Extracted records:

* * * * * * * * *

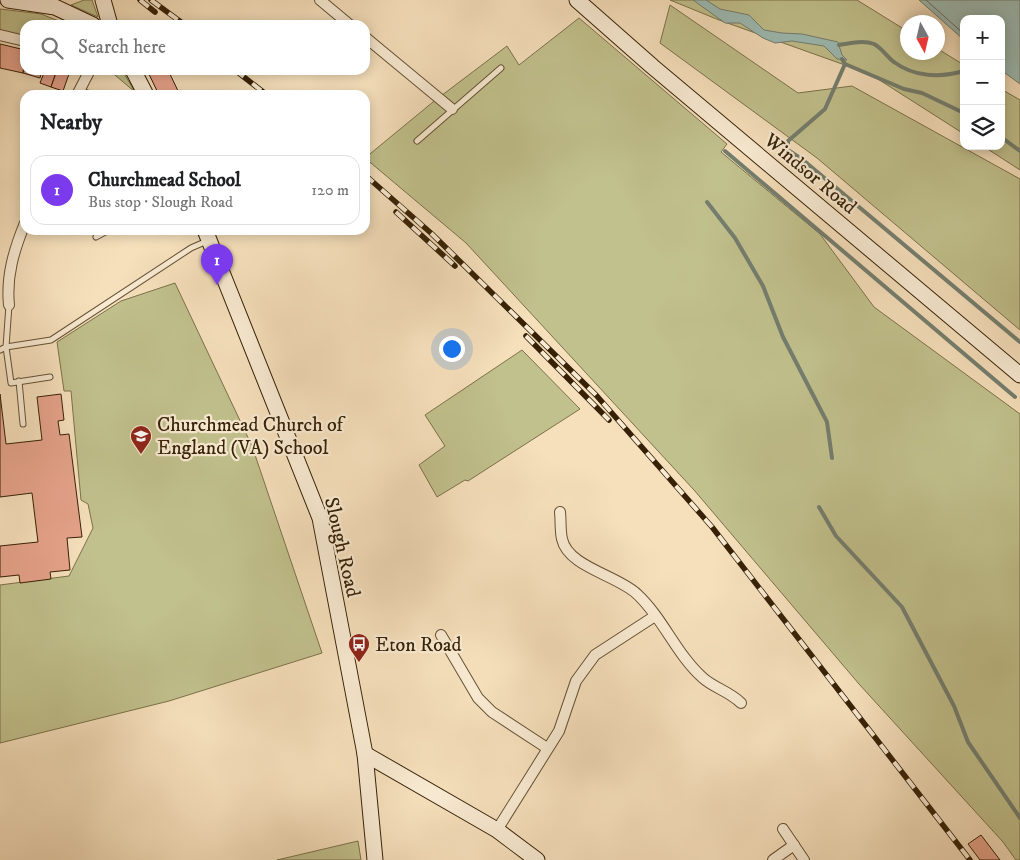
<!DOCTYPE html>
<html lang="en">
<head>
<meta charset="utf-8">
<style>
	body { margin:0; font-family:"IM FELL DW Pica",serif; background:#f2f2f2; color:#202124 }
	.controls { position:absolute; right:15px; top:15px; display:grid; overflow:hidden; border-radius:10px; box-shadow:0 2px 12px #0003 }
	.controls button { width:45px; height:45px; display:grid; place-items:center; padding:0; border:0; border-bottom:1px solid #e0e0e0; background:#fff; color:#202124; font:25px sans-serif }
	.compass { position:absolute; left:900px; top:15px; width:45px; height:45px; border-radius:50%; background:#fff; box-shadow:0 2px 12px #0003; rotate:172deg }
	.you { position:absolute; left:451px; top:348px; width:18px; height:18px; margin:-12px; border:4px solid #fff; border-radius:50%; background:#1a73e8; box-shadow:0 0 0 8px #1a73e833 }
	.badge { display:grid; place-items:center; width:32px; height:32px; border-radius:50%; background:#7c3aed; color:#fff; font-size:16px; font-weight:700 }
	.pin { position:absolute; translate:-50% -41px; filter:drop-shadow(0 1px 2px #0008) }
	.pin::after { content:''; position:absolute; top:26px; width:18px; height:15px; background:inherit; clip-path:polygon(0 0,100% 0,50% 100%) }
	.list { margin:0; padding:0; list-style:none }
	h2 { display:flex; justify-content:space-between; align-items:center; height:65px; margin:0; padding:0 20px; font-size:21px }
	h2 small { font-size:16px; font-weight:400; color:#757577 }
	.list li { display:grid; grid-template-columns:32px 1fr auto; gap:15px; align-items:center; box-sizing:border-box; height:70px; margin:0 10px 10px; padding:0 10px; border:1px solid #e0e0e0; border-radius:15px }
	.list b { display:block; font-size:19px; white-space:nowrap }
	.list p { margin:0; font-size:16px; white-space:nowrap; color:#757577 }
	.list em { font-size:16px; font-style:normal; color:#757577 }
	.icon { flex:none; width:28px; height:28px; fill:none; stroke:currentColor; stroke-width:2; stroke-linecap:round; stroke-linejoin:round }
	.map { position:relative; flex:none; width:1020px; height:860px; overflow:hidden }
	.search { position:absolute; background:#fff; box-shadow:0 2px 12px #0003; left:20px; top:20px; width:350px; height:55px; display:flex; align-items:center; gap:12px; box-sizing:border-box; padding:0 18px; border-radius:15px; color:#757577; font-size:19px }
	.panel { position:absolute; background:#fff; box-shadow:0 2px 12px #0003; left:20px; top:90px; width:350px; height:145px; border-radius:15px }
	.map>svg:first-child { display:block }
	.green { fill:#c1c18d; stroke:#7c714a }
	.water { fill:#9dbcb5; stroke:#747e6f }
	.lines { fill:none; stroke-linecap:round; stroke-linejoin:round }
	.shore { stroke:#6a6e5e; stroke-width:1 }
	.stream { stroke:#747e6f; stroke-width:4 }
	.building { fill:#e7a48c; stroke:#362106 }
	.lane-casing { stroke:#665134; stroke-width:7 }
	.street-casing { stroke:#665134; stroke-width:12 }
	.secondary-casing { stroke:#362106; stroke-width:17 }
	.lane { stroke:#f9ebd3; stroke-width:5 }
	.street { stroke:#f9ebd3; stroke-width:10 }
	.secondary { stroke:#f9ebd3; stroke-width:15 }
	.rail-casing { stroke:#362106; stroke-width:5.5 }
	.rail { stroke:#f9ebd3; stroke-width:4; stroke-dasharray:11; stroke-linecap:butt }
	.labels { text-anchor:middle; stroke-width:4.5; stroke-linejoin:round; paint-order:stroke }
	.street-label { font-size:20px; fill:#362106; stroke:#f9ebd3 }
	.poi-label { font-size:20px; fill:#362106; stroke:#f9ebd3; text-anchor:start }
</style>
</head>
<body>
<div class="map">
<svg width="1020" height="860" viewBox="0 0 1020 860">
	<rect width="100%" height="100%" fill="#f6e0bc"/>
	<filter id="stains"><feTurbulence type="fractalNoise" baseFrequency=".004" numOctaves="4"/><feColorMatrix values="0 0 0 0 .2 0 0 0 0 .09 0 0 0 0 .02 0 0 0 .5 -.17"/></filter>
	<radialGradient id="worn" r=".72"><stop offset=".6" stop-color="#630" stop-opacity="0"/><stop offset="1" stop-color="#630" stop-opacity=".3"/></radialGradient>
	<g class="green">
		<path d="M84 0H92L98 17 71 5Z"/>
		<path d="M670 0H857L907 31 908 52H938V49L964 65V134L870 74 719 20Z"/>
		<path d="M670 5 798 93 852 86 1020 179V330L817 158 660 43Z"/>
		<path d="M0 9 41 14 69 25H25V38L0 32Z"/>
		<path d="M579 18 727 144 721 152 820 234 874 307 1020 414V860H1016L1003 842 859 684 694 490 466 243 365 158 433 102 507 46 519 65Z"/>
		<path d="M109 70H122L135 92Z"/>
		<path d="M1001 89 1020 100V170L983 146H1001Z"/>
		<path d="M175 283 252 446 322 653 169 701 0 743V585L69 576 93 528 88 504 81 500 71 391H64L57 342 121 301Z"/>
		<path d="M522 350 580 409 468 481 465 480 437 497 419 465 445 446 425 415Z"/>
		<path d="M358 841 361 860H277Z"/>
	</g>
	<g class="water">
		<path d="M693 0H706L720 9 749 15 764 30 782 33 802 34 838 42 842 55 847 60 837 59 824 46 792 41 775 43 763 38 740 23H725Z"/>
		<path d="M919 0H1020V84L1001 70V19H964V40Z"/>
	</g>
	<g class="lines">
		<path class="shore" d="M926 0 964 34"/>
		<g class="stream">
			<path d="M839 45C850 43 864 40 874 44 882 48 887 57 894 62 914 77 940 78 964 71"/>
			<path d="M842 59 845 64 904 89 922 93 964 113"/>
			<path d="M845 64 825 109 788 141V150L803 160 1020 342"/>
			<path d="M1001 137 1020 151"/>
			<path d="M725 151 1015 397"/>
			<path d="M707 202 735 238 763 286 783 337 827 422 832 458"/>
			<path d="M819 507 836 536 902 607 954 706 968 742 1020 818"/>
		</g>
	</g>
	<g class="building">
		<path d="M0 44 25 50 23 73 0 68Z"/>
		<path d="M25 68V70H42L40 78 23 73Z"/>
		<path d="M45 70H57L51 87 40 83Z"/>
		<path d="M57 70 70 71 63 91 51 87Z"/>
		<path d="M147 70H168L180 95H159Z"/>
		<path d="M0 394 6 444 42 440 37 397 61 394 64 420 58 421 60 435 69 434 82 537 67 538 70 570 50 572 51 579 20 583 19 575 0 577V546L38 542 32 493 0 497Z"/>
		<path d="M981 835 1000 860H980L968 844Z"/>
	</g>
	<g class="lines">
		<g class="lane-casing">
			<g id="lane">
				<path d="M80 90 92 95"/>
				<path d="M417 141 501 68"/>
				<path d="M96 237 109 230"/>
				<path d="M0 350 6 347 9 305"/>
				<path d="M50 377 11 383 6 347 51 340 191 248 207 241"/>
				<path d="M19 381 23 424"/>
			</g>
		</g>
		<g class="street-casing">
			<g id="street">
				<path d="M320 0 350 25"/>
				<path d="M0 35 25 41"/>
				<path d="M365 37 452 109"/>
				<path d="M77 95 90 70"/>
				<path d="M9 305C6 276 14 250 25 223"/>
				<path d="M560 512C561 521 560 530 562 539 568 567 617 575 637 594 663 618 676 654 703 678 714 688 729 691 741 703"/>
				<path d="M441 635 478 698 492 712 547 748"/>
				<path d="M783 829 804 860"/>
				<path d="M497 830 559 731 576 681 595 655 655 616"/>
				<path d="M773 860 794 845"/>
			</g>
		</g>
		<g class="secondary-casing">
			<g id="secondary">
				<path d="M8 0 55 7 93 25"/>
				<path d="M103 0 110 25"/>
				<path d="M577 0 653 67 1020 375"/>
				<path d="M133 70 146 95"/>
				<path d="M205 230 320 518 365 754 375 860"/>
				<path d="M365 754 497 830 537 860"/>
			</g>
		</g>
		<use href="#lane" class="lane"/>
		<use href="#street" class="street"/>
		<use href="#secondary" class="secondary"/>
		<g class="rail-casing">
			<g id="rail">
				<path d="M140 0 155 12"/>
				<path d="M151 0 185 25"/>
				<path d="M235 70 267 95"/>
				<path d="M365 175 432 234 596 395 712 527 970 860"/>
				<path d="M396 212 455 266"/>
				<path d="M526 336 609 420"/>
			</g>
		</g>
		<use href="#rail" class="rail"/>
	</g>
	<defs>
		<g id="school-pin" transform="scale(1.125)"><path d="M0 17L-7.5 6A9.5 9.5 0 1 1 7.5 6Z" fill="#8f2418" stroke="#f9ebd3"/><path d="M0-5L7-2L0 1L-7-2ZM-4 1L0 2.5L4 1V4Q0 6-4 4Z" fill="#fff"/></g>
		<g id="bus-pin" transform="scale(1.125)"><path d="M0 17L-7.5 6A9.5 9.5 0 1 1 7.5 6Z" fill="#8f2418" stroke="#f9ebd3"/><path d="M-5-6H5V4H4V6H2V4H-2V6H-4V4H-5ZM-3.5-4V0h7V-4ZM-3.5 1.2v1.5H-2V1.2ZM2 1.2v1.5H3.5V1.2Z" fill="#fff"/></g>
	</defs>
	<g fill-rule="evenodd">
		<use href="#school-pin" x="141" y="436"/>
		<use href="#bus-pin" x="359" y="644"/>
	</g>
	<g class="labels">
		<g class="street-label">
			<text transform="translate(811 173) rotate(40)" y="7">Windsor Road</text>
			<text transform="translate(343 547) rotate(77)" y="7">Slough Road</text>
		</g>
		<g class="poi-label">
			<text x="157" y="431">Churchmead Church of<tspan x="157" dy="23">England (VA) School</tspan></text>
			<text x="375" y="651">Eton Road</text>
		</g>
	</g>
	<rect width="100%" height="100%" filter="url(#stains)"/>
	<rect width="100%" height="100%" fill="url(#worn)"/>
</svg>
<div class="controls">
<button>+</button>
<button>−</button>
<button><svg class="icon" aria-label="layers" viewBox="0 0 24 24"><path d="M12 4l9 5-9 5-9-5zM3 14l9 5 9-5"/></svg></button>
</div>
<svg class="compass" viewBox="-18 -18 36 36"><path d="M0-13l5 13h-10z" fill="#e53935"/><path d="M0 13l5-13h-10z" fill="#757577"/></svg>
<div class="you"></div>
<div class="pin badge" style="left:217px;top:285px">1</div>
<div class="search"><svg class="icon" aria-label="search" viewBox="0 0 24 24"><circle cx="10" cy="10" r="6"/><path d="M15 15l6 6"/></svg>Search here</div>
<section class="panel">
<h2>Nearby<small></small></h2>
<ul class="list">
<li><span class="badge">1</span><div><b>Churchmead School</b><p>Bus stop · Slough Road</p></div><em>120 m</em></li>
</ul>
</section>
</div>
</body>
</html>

* * * * * * * * *

What is being asked →
Every line from the top of the records above to the line with "display:grid; place-items:center; width:32px;", inclusive, should be duplicated exactly, minus the pictures.

Task result →
<!DOCTYPE html>
<html lang="en">
<head>
<meta charset="utf-8">
<style>
	body { margin:0; font-family:"IM FELL DW Pica",serif; background:#f2f2f2; color:#202124 }
	.controls { position:absolute; right:15px; top:15px; display:grid; overflow:hidden; border-radius:10px; box-shadow:0 2px 12px #0003 }
	.controls button { width:45px; height:45px; display:grid; place-items:center; padding:0; border:0; border-bottom:1px solid #e0e0e0; background:#fff; color:#202124; font:25px sans-serif }
	.compass { position:absolute; left:900px; top:15px; width:45px; height:45px; border-radius:50%; background:#fff; box-shadow:0 2px 12px #0003; rotate:172deg }
	.you { position:absolute; left:451px; top:348px; width:18px; height:18px; margin:-12px; border:4px solid #fff; border-radius:50%; background:#1a73e8; box-shadow:0 0 0 8px #1a73e833 }
	.badge { display:grid; place-items:center; width:32px; height:32px; border-radius:50%; background:#7c3aed; color:#fff; font-size:16px; font-weight:700 }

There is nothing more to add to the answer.